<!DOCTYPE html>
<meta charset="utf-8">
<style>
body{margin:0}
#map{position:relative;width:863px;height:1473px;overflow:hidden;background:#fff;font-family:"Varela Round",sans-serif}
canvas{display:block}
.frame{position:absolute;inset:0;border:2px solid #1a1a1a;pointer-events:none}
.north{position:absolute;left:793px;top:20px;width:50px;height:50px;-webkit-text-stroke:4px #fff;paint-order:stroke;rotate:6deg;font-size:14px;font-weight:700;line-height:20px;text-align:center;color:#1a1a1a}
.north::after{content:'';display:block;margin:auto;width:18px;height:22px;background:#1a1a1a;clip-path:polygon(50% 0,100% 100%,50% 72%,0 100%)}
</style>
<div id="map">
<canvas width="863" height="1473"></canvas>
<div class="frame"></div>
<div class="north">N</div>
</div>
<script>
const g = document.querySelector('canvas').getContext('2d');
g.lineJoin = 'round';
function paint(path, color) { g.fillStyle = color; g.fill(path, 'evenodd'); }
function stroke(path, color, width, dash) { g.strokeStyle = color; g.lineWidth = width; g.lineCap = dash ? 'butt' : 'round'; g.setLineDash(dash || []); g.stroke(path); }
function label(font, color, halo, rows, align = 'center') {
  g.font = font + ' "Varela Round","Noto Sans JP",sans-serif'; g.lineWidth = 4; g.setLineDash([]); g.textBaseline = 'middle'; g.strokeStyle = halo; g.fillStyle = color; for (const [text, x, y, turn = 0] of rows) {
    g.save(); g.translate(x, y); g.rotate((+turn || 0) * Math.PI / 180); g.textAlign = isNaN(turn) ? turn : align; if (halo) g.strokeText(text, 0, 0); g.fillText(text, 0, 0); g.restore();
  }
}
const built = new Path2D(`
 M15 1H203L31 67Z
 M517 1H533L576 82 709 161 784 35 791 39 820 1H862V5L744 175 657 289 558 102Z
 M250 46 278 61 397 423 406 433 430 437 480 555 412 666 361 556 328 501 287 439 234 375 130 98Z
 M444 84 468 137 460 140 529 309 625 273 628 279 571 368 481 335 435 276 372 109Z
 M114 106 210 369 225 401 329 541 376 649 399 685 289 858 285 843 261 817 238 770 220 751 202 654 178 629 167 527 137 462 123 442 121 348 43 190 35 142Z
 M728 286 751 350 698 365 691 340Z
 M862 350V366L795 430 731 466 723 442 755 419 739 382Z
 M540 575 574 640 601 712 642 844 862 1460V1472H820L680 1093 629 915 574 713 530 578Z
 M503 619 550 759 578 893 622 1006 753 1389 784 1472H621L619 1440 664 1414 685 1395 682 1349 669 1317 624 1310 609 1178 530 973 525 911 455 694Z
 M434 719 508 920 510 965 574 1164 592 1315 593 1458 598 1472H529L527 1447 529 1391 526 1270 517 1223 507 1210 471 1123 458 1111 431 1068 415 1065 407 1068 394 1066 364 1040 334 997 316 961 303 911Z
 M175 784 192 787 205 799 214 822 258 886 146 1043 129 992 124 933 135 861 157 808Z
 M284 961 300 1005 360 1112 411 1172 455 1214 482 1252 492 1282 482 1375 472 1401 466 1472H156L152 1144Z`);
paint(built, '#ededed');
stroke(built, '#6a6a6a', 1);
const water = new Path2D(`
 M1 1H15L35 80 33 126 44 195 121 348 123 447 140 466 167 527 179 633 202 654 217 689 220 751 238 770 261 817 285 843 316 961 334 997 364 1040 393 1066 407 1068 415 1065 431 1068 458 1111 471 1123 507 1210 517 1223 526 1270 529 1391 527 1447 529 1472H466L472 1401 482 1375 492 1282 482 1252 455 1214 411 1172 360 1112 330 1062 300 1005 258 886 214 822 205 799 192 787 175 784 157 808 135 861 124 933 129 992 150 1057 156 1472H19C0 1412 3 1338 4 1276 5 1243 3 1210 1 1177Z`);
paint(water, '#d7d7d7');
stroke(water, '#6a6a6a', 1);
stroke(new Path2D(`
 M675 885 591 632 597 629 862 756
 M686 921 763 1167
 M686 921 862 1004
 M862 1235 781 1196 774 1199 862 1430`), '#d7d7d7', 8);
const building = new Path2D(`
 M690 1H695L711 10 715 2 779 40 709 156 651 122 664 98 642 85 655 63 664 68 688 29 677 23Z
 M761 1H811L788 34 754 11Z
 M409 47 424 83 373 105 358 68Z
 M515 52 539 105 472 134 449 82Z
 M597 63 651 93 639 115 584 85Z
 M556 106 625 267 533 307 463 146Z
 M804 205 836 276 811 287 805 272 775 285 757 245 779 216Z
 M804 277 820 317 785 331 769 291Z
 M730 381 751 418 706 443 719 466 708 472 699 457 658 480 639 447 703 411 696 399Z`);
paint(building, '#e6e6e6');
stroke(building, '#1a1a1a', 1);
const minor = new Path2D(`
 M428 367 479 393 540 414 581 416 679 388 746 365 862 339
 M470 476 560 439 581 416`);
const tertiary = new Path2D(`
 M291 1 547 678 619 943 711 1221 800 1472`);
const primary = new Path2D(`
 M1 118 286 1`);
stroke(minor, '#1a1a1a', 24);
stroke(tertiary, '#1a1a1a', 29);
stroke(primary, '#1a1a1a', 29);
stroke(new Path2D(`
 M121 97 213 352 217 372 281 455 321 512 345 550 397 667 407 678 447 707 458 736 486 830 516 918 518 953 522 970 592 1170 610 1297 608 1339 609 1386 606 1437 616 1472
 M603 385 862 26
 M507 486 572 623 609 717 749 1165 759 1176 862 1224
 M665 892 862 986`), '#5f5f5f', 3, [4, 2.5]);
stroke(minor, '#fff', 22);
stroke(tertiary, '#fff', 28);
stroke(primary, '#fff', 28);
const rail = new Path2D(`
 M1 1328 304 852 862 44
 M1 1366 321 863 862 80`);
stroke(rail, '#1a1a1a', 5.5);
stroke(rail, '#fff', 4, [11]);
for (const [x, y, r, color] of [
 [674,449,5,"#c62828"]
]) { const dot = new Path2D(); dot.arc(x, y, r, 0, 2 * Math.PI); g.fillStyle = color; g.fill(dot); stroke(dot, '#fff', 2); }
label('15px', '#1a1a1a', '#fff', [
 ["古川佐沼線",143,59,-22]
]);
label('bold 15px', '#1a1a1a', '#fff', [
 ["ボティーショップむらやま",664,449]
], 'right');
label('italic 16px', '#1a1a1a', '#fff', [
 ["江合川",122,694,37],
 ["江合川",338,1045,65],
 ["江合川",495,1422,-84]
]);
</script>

# # # #

PROBLEM DESCRIPTION:
Return each line among the entries that holds the word "canvas".

EXERCISE RESPONSE:
canvas{display:block}
<canvas width="863" height="1473"></canvas>
const g = document.querySelector('canvas').getContext('2d');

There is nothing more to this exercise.